Tuttavia, aggiunge, “gli altri segnali indicano che i precedenti aumenti dei tassi hanno molto probabilmente iniziato a funzionare, almeno in termini di rallentamento della domanda nel mercato immobiliare”. Il mercato del lavoro resta però brillante, con migliaia di posti che restano vacanti, e i consumi tengono, nonostante il dato sulle vendite sia gonfiato dall’inflazione.
Spazio di manovra
“I recenti dati economici sono a favore di un aumento dei tassi di 75 punti base, anche se potrebbe essere preso in considerazione un rialzo di 100”, osserva Kathy Bostjancic, capo economista di Oxford Economics. Lo stato di salute del mercato del lavoro e dei consumi offre alla Fed “il margine di manovra per continuare ad alzare rapidamente il tasso di riferimento”, ma le possibilità di un “atterraggio morbido” stanno diminuendo “con l’aumentare della probabilità di una recessione”, aggiunge.
Per raggiungere questo obiettivo ci vorranno “abilità e fortuna”, sostiene la segretaria del Tesoro ed ex presidente della Fed, Janet Yellen, che però ritiene anche che l’economia statunitense sia sufficientemente sana per sfuggire alla recessione. “Non è inevitabile”, è il suo mantra.
L’inflazione corre
Di fronte al continuo aumento dei prezzi dei generi alimentari, delle abitazioni e delle automobili negli Stati Uniti, la Fed ha aumentato gradualmente i tassi di riferimento da marzo, con l’obiettivo di rendere il credito più costoso per le famiglie e le imprese, al fine di rallentare i consumi e, in ultima analisi, allentare la pressione sui prezzi.
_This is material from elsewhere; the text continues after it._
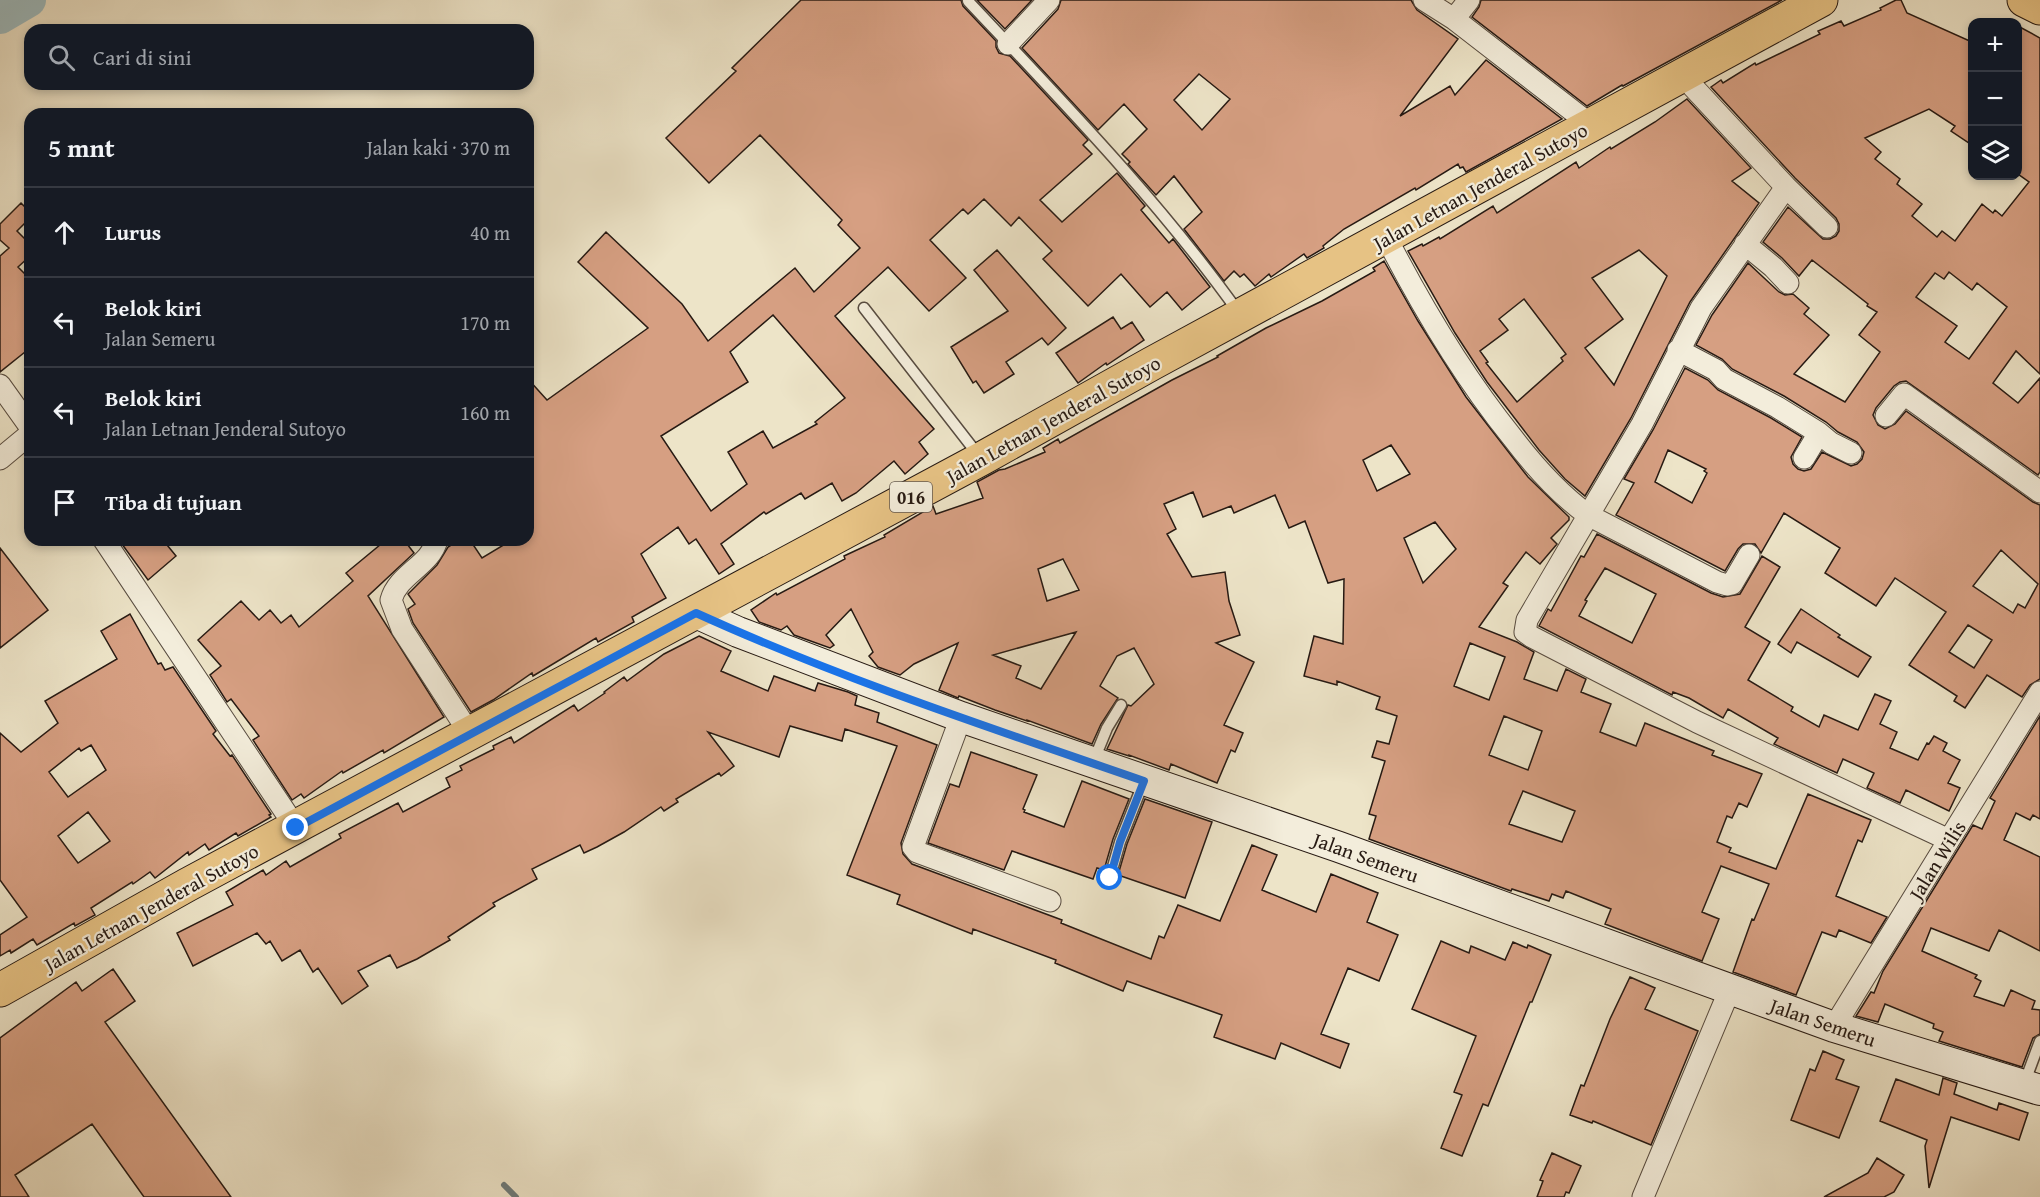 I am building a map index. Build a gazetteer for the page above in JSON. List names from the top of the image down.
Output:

L’inflazione ha subito una nuova accelerazione a giugno, raggiungendo il 9,1% su base annua.
Anche in Europa, la corsa del costo della vita ha spinto la Banca centrale europea ad alzare i tassi d’interesse giovedì per la prima volta in più di dieci anni, sorprendendo anche per la rapidità con cui si è mossa, con un aumento di mezzo punto che ha posto fine all’era dei tassi negativi.
“Sebbene il contesto rimanga molto complesso e incerto, stiamo iniziando a vedere l’impatto degli aumenti dei prezzi sui consumi, sia effettivi che impliciti. Nonostante i bilanci dei consumatori siano solidi dopo due anni di pandemia e i livelli di occupazione rimangano elevati, ci sono chiari segnali che indicano che i consumatori stanno modificando le abitudini di spesa man mano che l’inflazione cresce. Questa riduzione della domanda fa parte del meccanismo per cui l’inflazione raggiungerà il suo picco e si attenuerà con il rallentamento dell’economia. Per quanto spiacevole, il picco e l’affievolimento dell’inflazione contribuiscono a ristabilire la fiducia degli investitori, soprattutto negli asset di crescita a più lunga durata che hanno attraversato un periodo di surriscaldamento”, conclude Laurence Taylor, Portfolio Specialist Equity Division di T. Rowe Price.